El peligroso poder de lo absurdo



Pedro Castillo, el profesor, sindicalista y el candidato que obtuvo más votos en la primera ronda de las elecciones presidenciales en Perú, ha dicho que se propone revisar la adhesión de su país al Pacto de San José, o lo que es lo mismo, la Convención Americana de Derechos Humanos. Además, se opone rotundamente a incorporar la perspectiva de género, es decir los mensajes de igualdad entre hombres y mujeres, así como el respeto a la diversidad, en las políticas educativas. Según ha afirmado, “le preocupa que se meta esa ideología en la cabeza de los niños”.

Se trata de un cada vez más extendido discurso de rechazo y menosprecio a los derechos humanos, con un fuerte arraigo en posturas conservadoras y religiosas. Acá lo conocemos bien. Han sido muy exitosos en impedir que los chicos más vulnerables del país reciban educación en salud sexual y reproductiva, sin que parezca importarles que sigan siendo abusados y violados, provocando una alarmante cifra de embarazos entre chicas condenadas a permanecer en el terrible ciclo de pobreza y desigualdad.

Ahora, en un nuevo capítulo de esta lamentable historia, la siempre histriónica diputada Zulay Rodríguez, decidió enfilar todos sus cañones contra dos convenciones internacionales sobre derechos humanos, llevados a la Asamblea Nacional para su ratificación por la Ministra de Relaciones Exteriores, Erika Mouynes.

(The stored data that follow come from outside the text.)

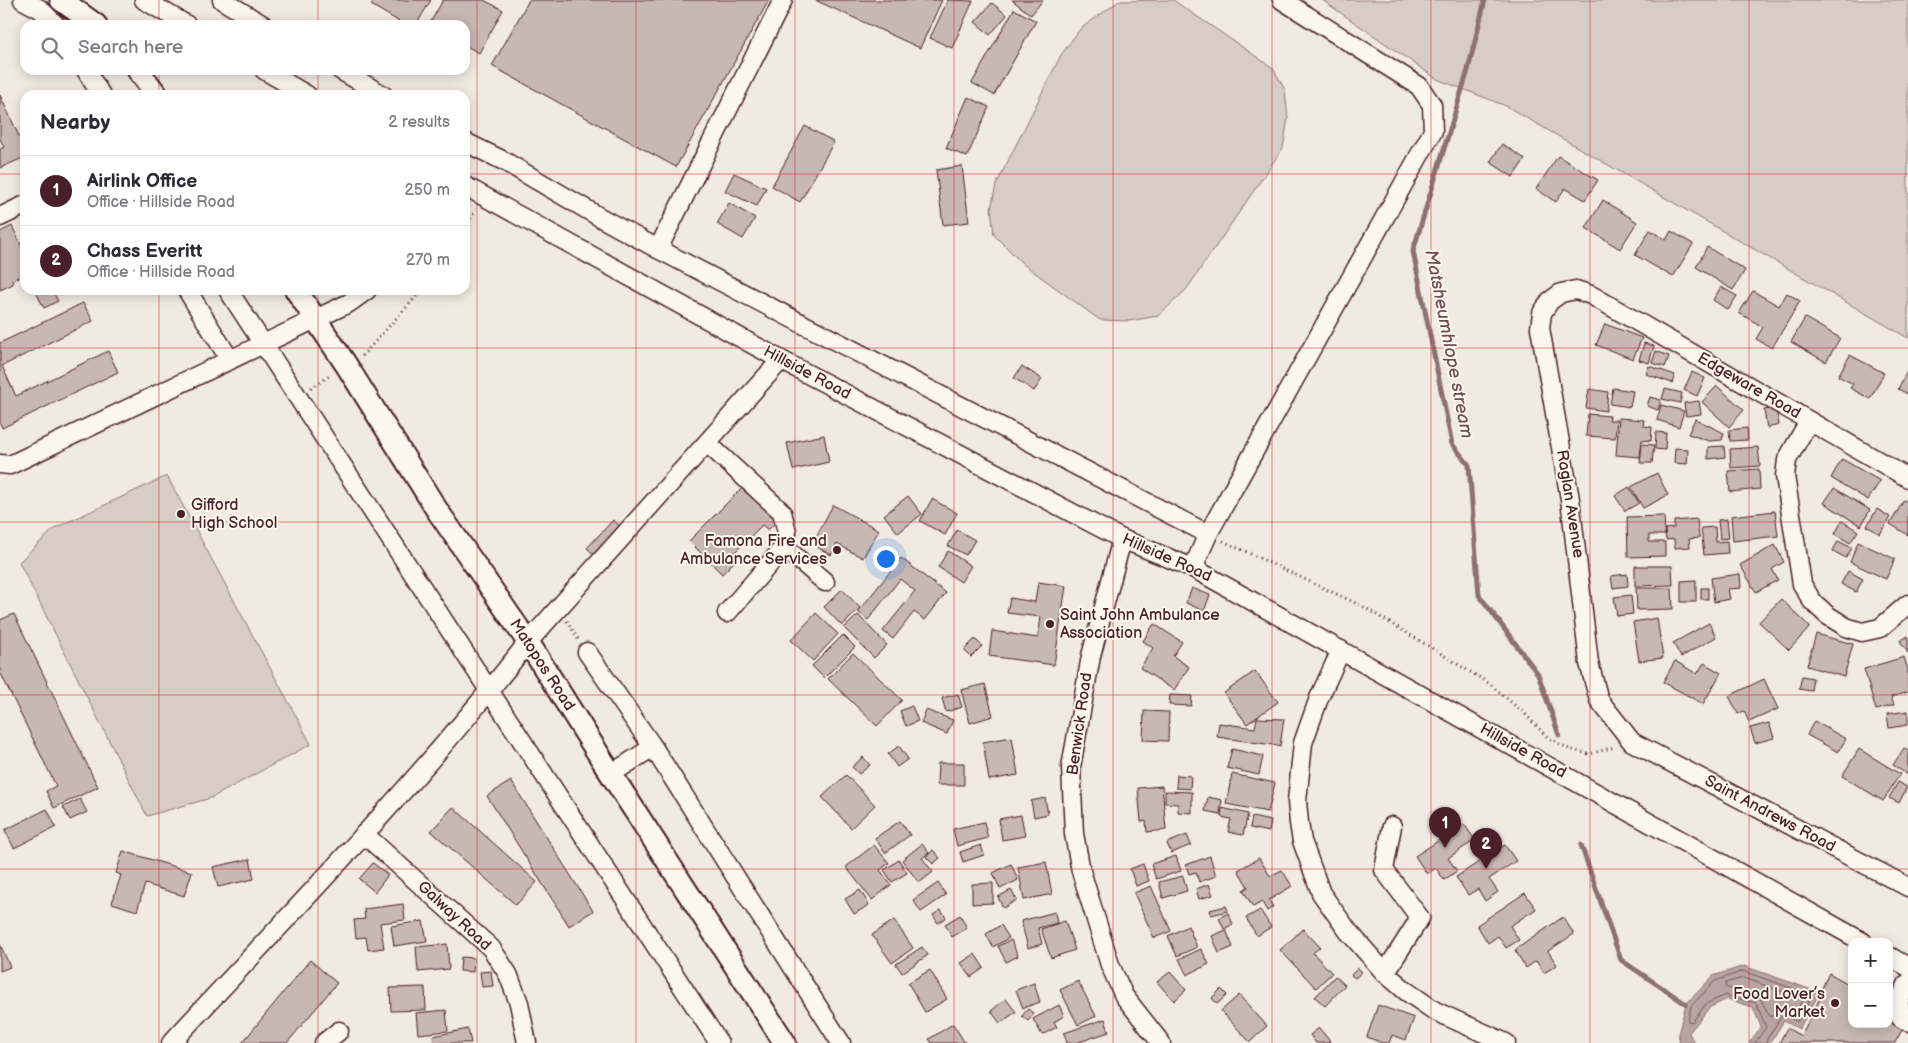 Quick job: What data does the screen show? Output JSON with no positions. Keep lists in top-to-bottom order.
{
  "streets": {
    "main road": ["Matopos Road"],
    "street": [
      "Hillside Road",
      "Edgeware Road",
      "Raglan Avenue",
      "Benwick Road",
      "Saint Andrews Road",
      "Galway Road"
    ]
  },
  "crossings": [
    ["Hillside Road", "Benwick Road"],
    ["Edgeware Road", "Raglan Avenue"],
    ["Raglan Avenue", "Saint Andrews Road"]
  ],
  "water": ["Matsheumhlope stream"],
  "places": [
    "Gifford High School",
    "Famona Fire and Ambulance Services",
    "Saint John Ambulance Association",
    "Food Lover’s Market"
  ],
  "page": {
    "search": "Search here",
    "heading": ["Nearby", "2 results"],
    "list": [
      {
        "mark": "1",
        "name": "Airlink Office",
        "note": "Office · Hillside Road",
        "value": "250 m"
      },
      {
        "mark": "2",
        "name": "Chass Everitt",
        "note": "Office · Hillside Road",
        "value": "270 m"
      }
    ],
    "pins": ["1", "2"],
    "map_buttons": ["+", "−"]
  }
}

El discurso de rechazo a las dos convenciones que buscan establecer estándares de protección a los adultos mayores por un lado, y evitar el racismo por el otro, es un claro ejemplo de manipulación y distorsión de los hechos.

En el caso de la Convención Interamericana contra el racismo, la discriminación racial y formas conexas de intolerancia, el ataque de la diputada se centró en que se trata de un documento que impediría al país tener una política migratoria independiente. Su descabellado argumento le permitió, por supuesto, hablar de su larga y sacrificada lucha en defensa de los panameños y contra esos terribles extranjeros que vienen a Panamá, nos quitan los trabajos y se llevan el dinero para sus países.

Pero, ¿qué relación puede haber entre una convención contra el racismo y la intolerancia, con el derecho de cada país a establecer su política migratoria? Obviamente ninguna, pero el discurso que desafía la lógica, tergiversa el significado de las palabras y utiliza los miedos exitosamente, se pasea estos días orondo por el Palacio Justo Arosemena.

Algo similar ocurrió con su peculiar interpretación sobre la Convención Interamericana de los Derechos de las Personas mayores. Se trata, asegura, de un instrumento que lesiona los derechos de los padres a educar a sus hijos, como parte de una conspiración internacional en la que, además, intervienen las representantes panameñas ante Naciones Unidas y la Organización de Estados Americanos, Markova Concepción y María Roquebert, así como Esmeralda de Troitiño, miembro de la Comisión Interamericana de Derechos Humanos. Un complot femenino, por lo visto.

La línea argumental de la diputada Rodríguez constituye un ejemplo de asombroso absurdo, al vincular la obligación que establece la Convención de incorporar la perspectiva de género en las políticas de protección de los adultos mayores, con el derecho de los padres a educar a sus hijos. Es decir, proteger a los adultos mayores de ser discriminados por su género y orientación sexual, constituye para la diputada Rodríguez un atentado contra los derechos de los padres de familia.

A pesar de la absoluta falta de lógica en tales afirmaciones, el tema le permite gritar, gesticular, amenazar y, sobre todo, ganar simpatías entre quienes creen que sus creencias religiosas son normas que deben ser acatadas por todos. El cálculo político es evidente.

Como era de esperarse, se trataba solo del inicio. El conocido coro de fundamentalistas religiosos y conservadores varios, salió también a la palestra a expresar con la contundencia que conocemos, su rechazo a las citadas convenciones, alegando todo tipo de amenazas a la familia.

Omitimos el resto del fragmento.